### Task objective
In the data below, the answer is the run of lines from the line containing "M1775,69L1793,82L1786,95L1766,82Z" through the line containing "M1626,296L1629,317L1613,319L1609,299Z", both included; print it exactly and nothing else.

### Data
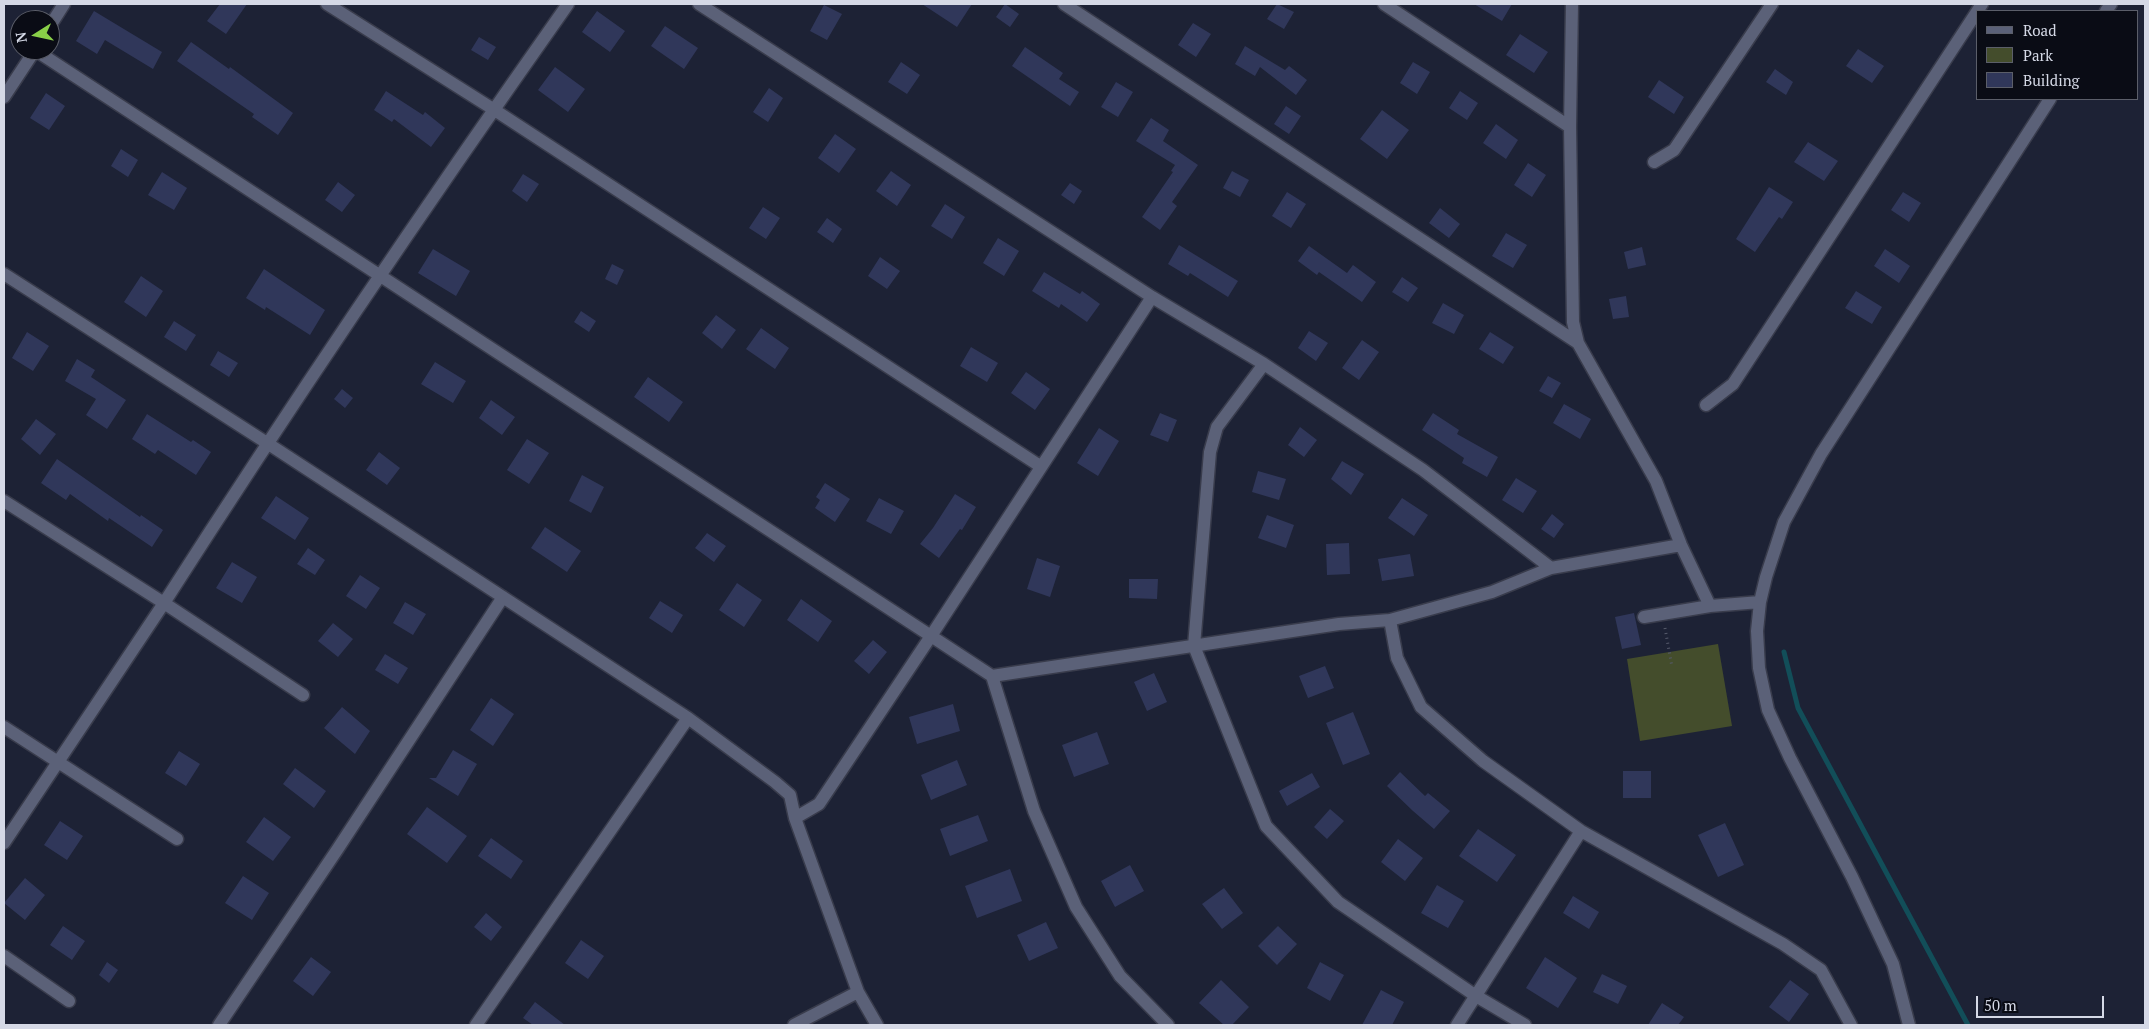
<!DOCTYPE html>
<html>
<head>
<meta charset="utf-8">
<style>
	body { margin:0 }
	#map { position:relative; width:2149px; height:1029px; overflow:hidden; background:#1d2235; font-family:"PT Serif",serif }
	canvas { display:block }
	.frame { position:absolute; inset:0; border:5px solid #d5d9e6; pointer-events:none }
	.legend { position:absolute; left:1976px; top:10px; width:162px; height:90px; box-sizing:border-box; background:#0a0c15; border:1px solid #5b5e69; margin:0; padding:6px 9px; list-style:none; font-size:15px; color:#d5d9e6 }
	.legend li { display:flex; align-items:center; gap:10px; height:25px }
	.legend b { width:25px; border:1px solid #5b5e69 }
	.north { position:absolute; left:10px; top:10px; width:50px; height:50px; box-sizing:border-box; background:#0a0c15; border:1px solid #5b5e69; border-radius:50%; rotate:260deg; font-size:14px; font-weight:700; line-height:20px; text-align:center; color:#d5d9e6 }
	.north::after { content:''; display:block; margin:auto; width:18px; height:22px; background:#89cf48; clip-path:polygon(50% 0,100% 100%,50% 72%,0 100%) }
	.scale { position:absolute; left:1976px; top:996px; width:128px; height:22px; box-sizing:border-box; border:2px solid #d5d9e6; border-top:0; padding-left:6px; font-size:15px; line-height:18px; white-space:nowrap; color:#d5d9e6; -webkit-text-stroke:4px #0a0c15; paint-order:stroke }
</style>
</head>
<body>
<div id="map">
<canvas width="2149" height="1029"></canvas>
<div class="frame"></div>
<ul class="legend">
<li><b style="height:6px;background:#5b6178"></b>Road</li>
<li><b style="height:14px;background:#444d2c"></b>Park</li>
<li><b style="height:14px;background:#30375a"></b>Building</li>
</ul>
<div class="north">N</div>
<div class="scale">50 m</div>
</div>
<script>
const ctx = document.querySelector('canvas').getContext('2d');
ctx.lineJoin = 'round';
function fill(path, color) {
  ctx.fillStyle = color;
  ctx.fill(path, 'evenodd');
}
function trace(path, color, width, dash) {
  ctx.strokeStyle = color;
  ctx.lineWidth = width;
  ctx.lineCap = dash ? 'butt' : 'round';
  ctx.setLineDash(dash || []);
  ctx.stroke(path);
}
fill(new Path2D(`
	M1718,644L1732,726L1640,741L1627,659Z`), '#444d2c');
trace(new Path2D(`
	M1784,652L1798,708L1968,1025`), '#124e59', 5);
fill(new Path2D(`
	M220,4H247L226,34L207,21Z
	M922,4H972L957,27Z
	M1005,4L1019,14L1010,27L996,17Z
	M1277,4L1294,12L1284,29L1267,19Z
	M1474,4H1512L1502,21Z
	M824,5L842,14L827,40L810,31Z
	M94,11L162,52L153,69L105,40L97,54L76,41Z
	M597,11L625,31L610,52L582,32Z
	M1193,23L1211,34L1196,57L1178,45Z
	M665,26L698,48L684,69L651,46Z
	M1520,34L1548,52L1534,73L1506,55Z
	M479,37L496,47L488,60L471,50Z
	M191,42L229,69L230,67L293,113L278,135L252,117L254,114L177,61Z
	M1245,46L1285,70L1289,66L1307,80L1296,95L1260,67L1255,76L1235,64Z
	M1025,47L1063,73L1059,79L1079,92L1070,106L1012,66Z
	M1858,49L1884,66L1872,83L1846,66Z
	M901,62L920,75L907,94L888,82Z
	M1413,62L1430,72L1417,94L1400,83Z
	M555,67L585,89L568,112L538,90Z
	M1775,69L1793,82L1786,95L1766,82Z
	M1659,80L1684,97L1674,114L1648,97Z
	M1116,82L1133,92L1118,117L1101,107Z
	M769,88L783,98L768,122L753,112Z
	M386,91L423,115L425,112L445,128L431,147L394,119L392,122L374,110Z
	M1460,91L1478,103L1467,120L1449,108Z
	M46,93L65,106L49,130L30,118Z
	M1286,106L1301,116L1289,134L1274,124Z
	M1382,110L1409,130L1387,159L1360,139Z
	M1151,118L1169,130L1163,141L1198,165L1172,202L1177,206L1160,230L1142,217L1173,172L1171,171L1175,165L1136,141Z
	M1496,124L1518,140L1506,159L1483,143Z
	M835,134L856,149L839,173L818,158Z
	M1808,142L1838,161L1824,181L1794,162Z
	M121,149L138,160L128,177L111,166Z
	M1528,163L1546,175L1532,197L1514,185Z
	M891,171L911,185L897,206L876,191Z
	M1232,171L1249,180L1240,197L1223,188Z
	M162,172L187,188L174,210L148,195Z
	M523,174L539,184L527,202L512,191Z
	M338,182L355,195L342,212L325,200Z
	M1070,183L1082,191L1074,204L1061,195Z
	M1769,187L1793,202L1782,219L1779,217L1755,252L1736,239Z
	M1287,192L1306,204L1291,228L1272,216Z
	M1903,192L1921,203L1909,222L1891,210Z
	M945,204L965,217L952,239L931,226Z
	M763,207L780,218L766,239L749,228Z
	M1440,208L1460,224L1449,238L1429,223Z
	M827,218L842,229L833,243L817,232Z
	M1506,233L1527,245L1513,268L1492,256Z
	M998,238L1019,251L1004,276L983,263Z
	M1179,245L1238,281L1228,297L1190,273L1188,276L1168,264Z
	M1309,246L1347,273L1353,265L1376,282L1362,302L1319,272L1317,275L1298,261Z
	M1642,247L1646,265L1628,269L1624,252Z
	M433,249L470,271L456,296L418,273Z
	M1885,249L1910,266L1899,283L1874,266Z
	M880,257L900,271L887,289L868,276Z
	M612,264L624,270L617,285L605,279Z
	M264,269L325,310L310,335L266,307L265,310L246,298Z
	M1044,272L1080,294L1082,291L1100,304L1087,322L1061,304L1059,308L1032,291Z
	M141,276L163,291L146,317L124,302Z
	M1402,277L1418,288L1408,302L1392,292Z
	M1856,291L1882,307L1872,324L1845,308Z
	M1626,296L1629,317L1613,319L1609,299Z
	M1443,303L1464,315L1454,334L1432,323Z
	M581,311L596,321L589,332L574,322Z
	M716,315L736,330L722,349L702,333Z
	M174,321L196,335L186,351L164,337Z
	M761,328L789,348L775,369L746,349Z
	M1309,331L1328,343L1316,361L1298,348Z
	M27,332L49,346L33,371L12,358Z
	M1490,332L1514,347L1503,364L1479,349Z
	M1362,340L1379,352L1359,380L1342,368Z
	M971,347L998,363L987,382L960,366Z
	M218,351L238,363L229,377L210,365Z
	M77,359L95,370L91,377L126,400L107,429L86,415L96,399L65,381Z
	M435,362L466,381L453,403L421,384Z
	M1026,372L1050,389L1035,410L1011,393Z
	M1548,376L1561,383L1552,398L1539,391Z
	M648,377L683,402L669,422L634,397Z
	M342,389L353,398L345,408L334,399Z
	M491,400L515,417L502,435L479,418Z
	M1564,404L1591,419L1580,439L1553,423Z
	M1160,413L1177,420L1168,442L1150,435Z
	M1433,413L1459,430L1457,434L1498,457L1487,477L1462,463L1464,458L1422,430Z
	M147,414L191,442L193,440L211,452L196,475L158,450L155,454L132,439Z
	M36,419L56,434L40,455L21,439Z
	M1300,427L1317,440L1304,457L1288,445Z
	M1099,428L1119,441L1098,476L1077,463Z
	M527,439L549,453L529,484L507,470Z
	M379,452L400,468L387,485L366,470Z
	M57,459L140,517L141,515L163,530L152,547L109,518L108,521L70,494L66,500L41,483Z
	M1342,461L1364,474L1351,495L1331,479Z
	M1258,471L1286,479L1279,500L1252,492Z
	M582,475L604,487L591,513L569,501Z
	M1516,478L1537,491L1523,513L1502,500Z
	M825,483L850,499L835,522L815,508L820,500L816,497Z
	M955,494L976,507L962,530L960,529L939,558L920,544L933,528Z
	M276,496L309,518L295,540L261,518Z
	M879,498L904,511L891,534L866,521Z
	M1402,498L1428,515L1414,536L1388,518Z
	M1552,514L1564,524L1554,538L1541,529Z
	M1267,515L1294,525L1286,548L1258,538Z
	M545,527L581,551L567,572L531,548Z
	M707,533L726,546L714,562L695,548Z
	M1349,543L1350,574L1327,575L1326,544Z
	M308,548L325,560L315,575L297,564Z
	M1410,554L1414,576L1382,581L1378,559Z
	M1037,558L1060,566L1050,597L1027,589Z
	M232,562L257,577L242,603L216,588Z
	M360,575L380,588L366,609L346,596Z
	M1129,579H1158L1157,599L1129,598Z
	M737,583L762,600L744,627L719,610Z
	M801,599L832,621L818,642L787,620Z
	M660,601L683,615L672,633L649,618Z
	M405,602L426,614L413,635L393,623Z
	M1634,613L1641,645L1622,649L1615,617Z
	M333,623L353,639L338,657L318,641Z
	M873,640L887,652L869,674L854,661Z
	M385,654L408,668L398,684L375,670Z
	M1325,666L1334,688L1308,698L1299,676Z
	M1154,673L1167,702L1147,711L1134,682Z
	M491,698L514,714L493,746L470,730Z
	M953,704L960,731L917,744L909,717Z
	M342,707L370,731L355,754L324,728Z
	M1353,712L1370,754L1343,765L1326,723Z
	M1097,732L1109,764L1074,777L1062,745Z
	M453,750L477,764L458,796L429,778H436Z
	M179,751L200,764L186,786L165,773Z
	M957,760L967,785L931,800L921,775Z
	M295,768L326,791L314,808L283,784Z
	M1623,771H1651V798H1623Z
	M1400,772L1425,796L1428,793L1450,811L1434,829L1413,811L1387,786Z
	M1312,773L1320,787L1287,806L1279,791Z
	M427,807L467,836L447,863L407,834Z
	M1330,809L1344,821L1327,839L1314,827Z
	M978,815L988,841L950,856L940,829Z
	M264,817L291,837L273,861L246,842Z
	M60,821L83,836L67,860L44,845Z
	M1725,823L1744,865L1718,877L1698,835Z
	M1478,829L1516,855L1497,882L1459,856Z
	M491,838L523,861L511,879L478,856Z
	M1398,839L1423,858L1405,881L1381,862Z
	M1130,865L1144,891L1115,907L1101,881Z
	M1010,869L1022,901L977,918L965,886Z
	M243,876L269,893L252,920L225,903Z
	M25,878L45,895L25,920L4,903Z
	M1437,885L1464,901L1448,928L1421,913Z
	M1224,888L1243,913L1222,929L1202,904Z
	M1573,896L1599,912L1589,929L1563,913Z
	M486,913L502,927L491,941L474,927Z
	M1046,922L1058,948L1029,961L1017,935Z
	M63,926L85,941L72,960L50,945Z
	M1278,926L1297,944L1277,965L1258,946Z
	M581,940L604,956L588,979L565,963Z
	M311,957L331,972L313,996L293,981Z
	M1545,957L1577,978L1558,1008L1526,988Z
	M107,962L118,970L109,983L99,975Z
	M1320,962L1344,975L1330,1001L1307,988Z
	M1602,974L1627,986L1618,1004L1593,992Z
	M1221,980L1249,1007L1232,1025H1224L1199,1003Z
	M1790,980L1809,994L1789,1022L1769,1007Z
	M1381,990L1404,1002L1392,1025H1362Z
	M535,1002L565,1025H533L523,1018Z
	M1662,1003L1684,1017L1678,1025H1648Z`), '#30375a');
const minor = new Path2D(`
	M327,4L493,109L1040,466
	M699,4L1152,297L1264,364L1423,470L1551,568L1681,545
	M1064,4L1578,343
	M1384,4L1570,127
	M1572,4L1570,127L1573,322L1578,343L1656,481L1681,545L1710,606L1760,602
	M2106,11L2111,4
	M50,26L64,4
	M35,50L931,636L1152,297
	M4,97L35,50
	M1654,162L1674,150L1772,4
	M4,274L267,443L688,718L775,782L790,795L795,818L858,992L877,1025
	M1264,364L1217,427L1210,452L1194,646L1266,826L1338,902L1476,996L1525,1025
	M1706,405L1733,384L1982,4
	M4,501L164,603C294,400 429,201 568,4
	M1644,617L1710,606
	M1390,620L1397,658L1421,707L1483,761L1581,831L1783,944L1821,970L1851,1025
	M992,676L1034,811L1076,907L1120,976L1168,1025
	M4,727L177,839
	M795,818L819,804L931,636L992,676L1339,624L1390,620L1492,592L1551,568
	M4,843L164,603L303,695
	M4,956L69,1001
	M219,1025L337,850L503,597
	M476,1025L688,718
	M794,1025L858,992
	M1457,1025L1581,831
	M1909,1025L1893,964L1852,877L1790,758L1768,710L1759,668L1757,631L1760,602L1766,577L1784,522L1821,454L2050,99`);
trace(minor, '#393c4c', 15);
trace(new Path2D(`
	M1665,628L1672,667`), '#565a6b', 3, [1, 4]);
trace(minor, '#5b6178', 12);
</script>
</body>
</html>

### Solution to this exercise
	M1775,69L1793,82L1786,95L1766,82Z
	M1659,80L1684,97L1674,114L1648,97Z
	M1116,82L1133,92L1118,117L1101,107Z
	M769,88L783,98L768,122L753,112Z
	M386,91L423,115L425,112L445,128L431,147L394,119L392,122L374,110Z
	M1460,91L1478,103L1467,120L1449,108Z
	M46,93L65,106L49,130L30,118Z
	M1286,106L1301,116L1289,134L1274,124Z
	M1382,110L1409,130L1387,159L1360,139Z
	M1151,118L1169,130L1163,141L1198,165L1172,202L1177,206L1160,230L1142,217L1173,172L1171,171L1175,165L1136,141Z
	M1496,124L1518,140L1506,159L1483,143Z
	M835,134L856,149L839,173L818,158Z
	M1808,142L1838,161L1824,181L1794,162Z
	M121,149L138,160L128,177L111,166Z
	M1528,163L1546,175L1532,197L1514,185Z
	M891,171L911,185L897,206L876,191Z
	M1232,171L1249,180L1240,197L1223,188Z
	M162,172L187,188L174,210L148,195Z
	M523,174L539,184L527,202L512,191Z
	M338,182L355,195L342,212L325,200Z
	M1070,183L1082,191L1074,204L1061,195Z
	M1769,187L1793,202L1782,219L1779,217L1755,252L1736,239Z
	M1287,192L1306,204L1291,228L1272,216Z
	M1903,192L1921,203L1909,222L1891,210Z
	M945,204L965,217L952,239L931,226Z
	M763,207L780,218L766,239L749,228Z
	M1440,208L1460,224L1449,238L1429,223Z
	M827,218L842,229L833,243L817,232Z
	M1506,233L1527,245L1513,268L1492,256Z
	M998,238L1019,251L1004,276L983,263Z
	M1179,245L1238,281L1228,297L1190,273L1188,276L1168,264Z
	M1309,246L1347,273L1353,265L1376,282L1362,302L1319,272L1317,275L1298,261Z
	M1642,247L1646,265L1628,269L1624,252Z
	M433,249L470,271L456,296L418,273Z
	M1885,249L1910,266L1899,283L1874,266Z
	M880,257L900,271L887,289L868,276Z
	M612,264L624,270L617,285L605,279Z
	M264,269L325,310L310,335L266,307L265,310L246,298Z
	M1044,272L1080,294L1082,291L1100,304L1087,322L1061,304L1059,308L1032,291Z
	M141,276L163,291L146,317L124,302Z
	M1402,277L1418,288L1408,302L1392,292Z
	M1856,291L1882,307L1872,324L1845,308Z
	M1626,296L1629,317L1613,319L1609,299Z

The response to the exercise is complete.